> Recorded data
※ ※ ※

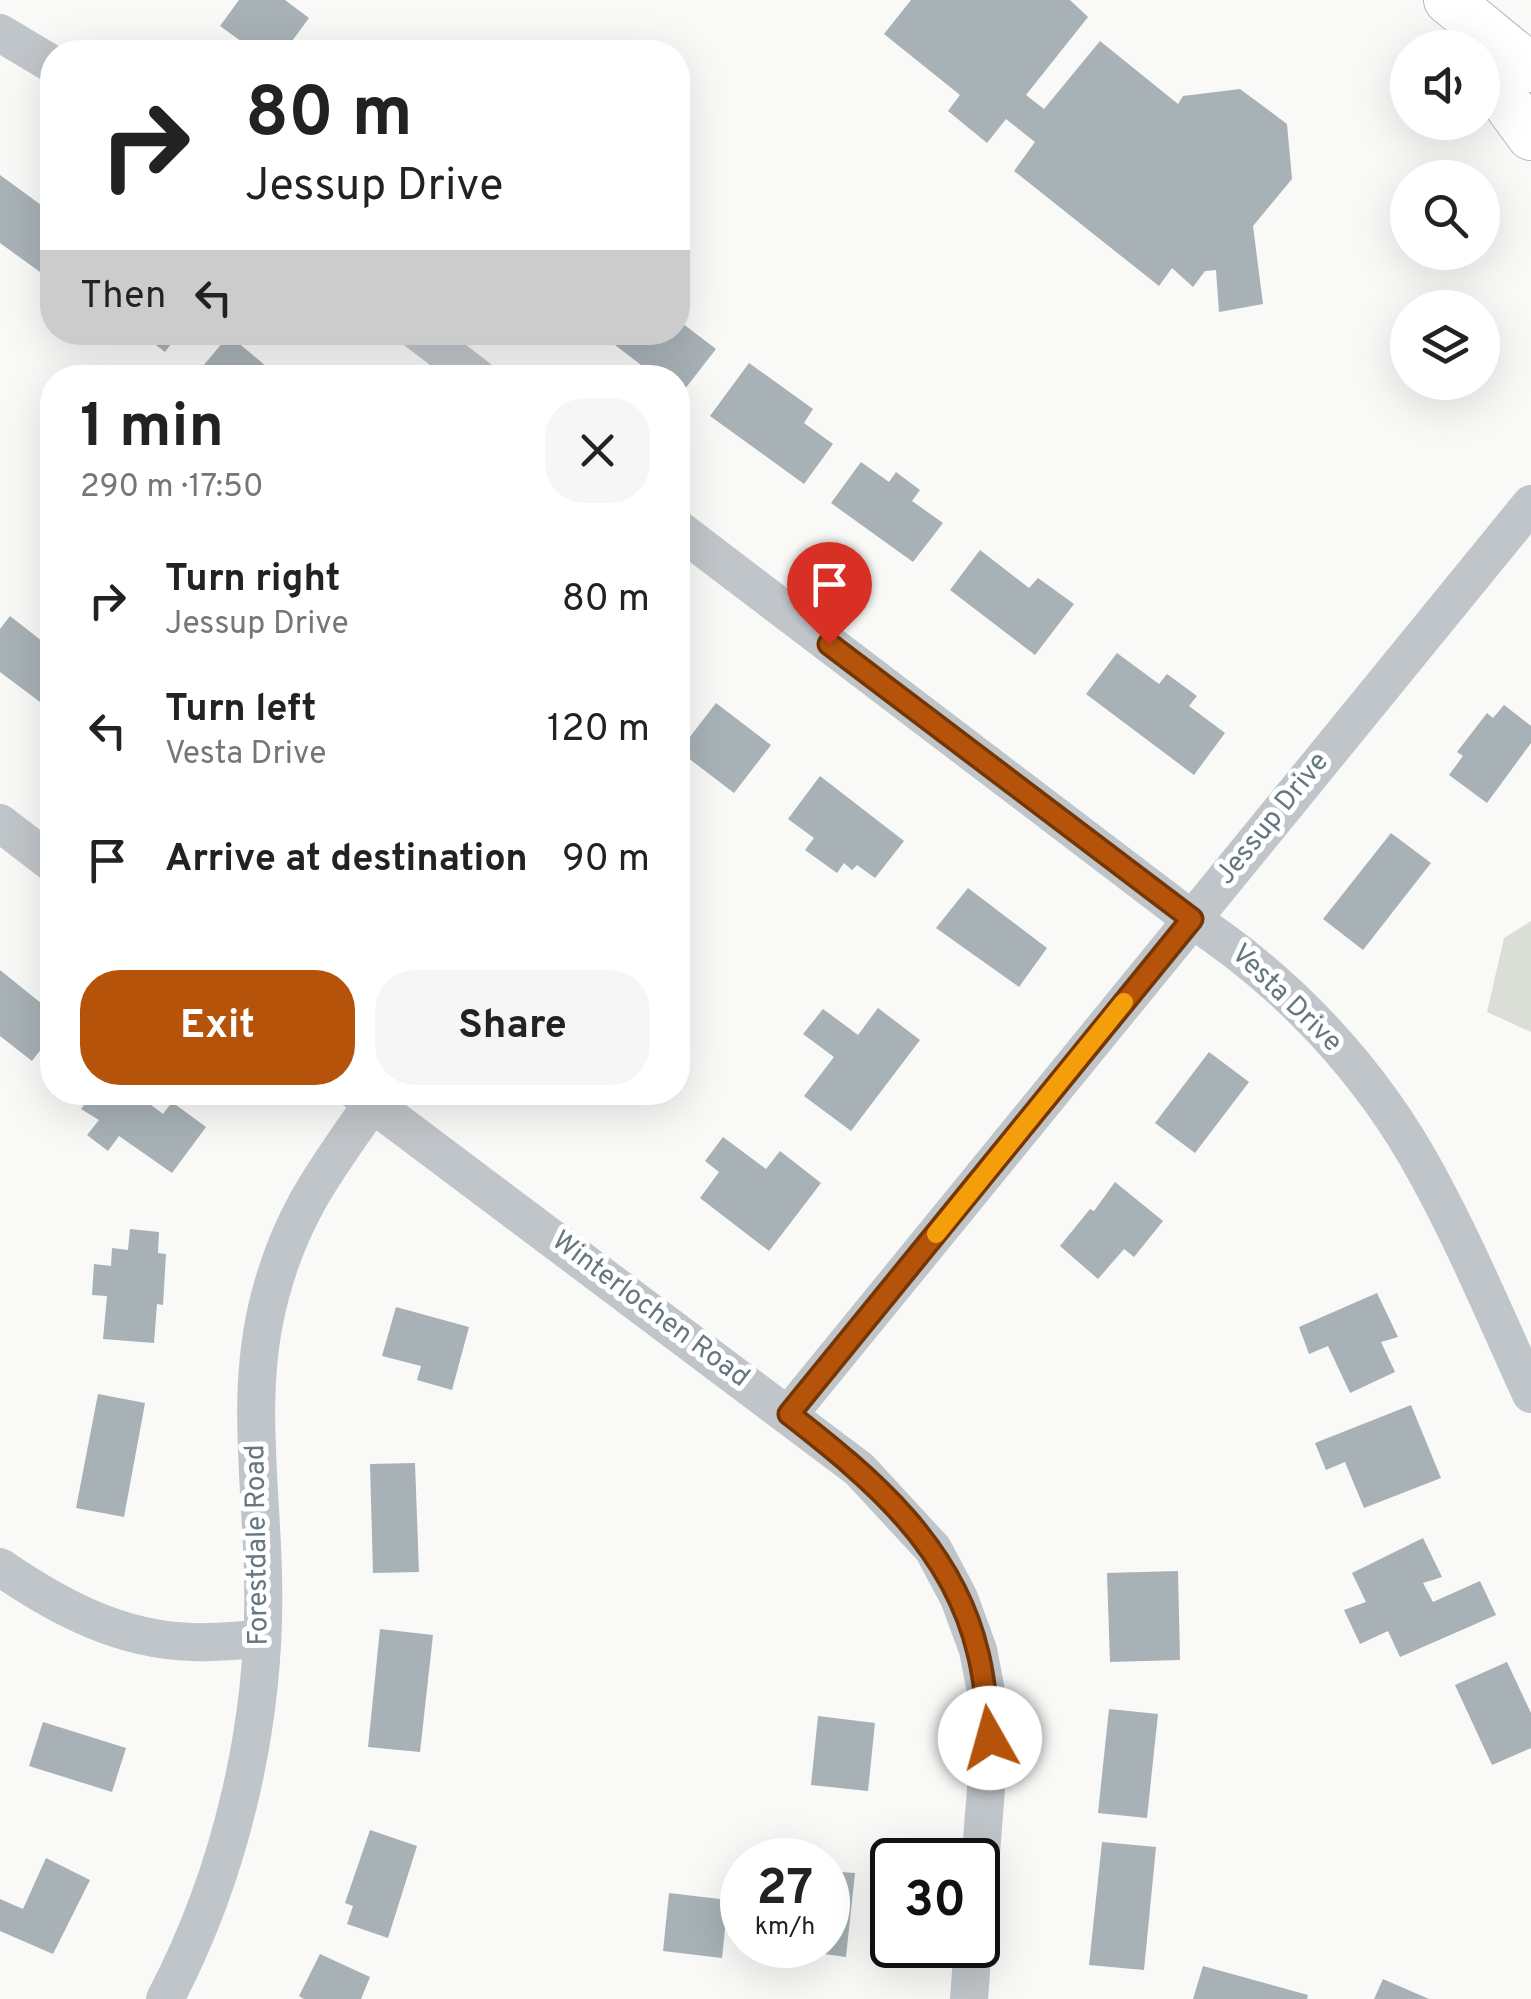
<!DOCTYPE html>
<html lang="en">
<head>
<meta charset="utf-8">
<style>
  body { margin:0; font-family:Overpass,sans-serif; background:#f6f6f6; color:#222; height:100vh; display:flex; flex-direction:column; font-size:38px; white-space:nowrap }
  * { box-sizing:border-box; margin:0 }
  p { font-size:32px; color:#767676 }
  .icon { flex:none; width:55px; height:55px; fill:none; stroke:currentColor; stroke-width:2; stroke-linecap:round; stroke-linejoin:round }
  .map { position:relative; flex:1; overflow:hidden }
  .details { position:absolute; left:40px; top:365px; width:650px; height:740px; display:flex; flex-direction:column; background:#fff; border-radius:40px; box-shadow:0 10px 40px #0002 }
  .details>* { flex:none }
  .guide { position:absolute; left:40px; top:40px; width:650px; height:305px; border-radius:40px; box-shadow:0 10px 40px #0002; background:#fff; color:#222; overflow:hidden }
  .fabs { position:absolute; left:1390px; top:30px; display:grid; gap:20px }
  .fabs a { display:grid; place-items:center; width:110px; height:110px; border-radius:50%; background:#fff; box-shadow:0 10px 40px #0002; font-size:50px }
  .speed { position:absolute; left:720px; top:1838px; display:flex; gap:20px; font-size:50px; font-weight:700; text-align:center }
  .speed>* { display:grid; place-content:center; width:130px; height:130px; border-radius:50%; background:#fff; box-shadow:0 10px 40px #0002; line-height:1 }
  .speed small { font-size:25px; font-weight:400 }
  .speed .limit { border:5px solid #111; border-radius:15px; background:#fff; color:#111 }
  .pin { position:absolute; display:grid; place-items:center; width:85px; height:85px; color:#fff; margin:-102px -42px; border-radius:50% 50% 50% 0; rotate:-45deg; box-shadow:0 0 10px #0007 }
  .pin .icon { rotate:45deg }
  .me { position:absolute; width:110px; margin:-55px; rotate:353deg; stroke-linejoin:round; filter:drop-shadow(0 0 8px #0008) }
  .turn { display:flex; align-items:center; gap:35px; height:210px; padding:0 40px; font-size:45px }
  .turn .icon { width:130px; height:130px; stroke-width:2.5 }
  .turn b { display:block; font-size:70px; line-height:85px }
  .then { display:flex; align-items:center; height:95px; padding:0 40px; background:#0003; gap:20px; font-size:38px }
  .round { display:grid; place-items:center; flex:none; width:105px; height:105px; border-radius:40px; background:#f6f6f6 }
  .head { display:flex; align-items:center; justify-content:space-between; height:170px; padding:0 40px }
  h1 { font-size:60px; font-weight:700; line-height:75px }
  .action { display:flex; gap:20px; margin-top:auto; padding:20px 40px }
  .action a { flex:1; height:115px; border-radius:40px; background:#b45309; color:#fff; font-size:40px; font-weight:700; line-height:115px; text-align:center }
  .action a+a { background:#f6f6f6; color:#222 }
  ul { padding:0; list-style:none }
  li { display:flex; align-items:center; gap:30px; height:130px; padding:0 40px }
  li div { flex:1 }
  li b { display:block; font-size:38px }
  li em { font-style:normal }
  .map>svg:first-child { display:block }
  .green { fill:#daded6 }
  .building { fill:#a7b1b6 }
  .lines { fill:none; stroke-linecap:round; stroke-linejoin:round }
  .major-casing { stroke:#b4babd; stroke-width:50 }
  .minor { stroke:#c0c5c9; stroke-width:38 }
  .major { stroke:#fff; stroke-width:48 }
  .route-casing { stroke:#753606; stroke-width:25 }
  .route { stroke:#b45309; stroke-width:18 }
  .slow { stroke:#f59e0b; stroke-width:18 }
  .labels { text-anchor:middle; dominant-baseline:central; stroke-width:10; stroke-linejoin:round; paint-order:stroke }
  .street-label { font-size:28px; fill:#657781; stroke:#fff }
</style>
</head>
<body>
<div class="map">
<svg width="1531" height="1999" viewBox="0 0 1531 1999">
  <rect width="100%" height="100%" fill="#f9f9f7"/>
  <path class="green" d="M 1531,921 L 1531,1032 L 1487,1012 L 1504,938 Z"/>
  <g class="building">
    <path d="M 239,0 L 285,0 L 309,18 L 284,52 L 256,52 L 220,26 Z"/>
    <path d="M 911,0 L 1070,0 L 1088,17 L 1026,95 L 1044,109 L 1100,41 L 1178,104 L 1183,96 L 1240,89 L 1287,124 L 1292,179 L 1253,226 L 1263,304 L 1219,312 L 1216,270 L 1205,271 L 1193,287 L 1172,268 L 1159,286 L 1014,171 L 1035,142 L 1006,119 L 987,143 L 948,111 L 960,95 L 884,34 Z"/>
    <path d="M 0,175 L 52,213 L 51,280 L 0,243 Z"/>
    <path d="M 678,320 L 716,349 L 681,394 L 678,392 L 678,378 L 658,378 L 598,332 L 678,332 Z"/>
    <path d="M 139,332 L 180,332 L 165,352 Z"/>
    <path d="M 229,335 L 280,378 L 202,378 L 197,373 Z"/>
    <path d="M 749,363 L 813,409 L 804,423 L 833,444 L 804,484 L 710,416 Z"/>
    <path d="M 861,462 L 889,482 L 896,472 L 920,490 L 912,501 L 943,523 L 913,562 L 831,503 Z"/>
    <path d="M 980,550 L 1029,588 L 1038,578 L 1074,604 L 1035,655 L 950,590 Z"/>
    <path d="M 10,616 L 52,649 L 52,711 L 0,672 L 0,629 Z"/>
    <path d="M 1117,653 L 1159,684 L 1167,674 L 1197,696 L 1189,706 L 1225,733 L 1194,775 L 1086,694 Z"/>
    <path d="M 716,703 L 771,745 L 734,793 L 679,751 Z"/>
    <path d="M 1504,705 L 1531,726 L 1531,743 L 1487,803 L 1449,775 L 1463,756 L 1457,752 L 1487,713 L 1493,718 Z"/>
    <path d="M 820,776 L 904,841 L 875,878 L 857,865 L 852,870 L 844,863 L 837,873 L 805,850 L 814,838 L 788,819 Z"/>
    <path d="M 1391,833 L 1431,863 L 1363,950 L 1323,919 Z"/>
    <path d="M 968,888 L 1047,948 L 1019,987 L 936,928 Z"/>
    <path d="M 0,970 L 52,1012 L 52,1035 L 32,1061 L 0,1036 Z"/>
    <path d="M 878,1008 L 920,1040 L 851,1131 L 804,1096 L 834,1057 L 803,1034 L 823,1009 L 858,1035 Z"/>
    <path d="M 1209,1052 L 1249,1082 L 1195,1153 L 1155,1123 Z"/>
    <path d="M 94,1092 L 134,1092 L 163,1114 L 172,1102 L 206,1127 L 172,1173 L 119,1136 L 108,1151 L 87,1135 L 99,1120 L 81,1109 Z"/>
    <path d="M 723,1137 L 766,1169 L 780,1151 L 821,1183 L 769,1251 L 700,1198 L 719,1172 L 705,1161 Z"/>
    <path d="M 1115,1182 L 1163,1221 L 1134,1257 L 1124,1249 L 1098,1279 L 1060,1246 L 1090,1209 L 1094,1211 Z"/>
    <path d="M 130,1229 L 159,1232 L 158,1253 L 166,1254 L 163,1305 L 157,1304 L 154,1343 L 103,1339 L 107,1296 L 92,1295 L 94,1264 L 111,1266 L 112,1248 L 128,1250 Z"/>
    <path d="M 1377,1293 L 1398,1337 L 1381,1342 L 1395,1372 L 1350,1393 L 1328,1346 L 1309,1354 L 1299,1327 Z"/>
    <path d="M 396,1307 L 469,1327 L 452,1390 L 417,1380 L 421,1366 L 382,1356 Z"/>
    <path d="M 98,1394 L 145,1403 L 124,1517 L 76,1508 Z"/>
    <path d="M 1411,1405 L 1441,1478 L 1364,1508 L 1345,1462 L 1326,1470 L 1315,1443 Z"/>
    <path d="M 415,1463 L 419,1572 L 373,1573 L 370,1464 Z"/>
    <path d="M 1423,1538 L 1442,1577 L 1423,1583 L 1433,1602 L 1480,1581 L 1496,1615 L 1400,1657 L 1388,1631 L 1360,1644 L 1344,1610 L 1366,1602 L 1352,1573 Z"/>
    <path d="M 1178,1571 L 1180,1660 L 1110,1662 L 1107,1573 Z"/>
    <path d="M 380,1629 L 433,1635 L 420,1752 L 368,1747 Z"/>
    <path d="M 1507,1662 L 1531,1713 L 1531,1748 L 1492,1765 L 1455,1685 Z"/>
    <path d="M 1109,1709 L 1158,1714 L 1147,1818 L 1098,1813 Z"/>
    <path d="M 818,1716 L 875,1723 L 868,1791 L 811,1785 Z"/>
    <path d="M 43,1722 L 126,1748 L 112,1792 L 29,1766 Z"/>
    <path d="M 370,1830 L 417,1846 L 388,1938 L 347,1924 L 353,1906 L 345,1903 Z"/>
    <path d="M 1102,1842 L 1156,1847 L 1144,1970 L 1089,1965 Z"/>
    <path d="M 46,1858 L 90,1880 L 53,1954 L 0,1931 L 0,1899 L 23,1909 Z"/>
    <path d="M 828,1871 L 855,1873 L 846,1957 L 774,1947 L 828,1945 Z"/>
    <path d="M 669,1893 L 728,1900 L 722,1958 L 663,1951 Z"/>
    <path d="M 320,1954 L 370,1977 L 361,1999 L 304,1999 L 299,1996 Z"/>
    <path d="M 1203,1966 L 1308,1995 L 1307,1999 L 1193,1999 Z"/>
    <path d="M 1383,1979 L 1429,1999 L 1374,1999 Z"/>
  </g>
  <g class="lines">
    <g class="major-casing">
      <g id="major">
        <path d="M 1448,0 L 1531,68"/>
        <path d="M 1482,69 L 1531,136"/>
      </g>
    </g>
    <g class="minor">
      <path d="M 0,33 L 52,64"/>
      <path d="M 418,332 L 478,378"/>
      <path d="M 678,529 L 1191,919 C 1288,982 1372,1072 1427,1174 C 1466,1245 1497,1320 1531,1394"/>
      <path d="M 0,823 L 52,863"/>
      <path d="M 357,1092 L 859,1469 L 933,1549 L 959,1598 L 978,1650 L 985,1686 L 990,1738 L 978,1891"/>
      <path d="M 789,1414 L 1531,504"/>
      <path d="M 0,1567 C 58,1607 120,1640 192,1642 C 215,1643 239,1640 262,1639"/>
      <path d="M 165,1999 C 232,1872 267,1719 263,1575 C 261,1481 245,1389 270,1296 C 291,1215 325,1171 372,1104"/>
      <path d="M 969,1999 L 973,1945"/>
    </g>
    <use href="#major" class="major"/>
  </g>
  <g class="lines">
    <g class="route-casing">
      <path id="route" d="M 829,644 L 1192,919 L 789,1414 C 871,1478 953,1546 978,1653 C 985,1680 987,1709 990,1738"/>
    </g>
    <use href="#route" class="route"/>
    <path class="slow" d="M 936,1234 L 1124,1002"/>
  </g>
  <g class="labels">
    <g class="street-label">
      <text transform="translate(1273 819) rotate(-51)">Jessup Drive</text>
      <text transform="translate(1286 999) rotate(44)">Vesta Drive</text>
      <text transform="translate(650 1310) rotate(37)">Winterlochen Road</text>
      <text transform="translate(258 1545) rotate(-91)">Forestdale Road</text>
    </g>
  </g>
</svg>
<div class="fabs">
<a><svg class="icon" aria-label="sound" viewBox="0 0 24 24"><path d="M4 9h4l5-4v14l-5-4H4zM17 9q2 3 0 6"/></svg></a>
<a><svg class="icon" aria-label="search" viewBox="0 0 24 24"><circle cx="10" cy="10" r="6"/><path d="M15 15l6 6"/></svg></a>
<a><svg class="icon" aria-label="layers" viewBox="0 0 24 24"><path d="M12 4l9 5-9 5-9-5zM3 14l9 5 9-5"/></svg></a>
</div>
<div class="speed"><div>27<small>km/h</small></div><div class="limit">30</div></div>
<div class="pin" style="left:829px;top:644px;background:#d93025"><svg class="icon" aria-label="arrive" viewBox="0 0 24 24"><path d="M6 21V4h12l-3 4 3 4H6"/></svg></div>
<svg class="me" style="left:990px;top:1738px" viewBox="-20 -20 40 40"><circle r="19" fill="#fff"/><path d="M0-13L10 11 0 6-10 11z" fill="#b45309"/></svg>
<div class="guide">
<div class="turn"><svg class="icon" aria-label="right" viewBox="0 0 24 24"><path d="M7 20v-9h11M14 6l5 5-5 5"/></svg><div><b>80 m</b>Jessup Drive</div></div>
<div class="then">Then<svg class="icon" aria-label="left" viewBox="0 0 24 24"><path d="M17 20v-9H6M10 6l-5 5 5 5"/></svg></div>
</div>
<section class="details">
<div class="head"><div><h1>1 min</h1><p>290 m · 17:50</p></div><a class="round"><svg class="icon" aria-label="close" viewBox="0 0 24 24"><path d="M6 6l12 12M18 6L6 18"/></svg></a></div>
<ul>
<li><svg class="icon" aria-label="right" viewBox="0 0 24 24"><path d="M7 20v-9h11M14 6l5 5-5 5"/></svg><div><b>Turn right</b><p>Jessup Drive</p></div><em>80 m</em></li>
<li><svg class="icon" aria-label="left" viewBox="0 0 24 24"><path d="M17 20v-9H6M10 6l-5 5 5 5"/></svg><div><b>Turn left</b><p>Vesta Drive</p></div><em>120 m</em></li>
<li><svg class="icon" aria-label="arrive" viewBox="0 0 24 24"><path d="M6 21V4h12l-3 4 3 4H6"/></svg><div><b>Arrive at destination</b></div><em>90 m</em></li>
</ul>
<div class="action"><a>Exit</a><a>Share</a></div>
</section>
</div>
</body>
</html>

※ ※ ※

> The task
Scan the material for the string "small". Copy each line where it appears.

> Result for this exercise
  .speed small { font-size:25px; font-weight:400 }
<div class="speed"><div>27<small>km/h</small></div><div class="limit">30</div></div>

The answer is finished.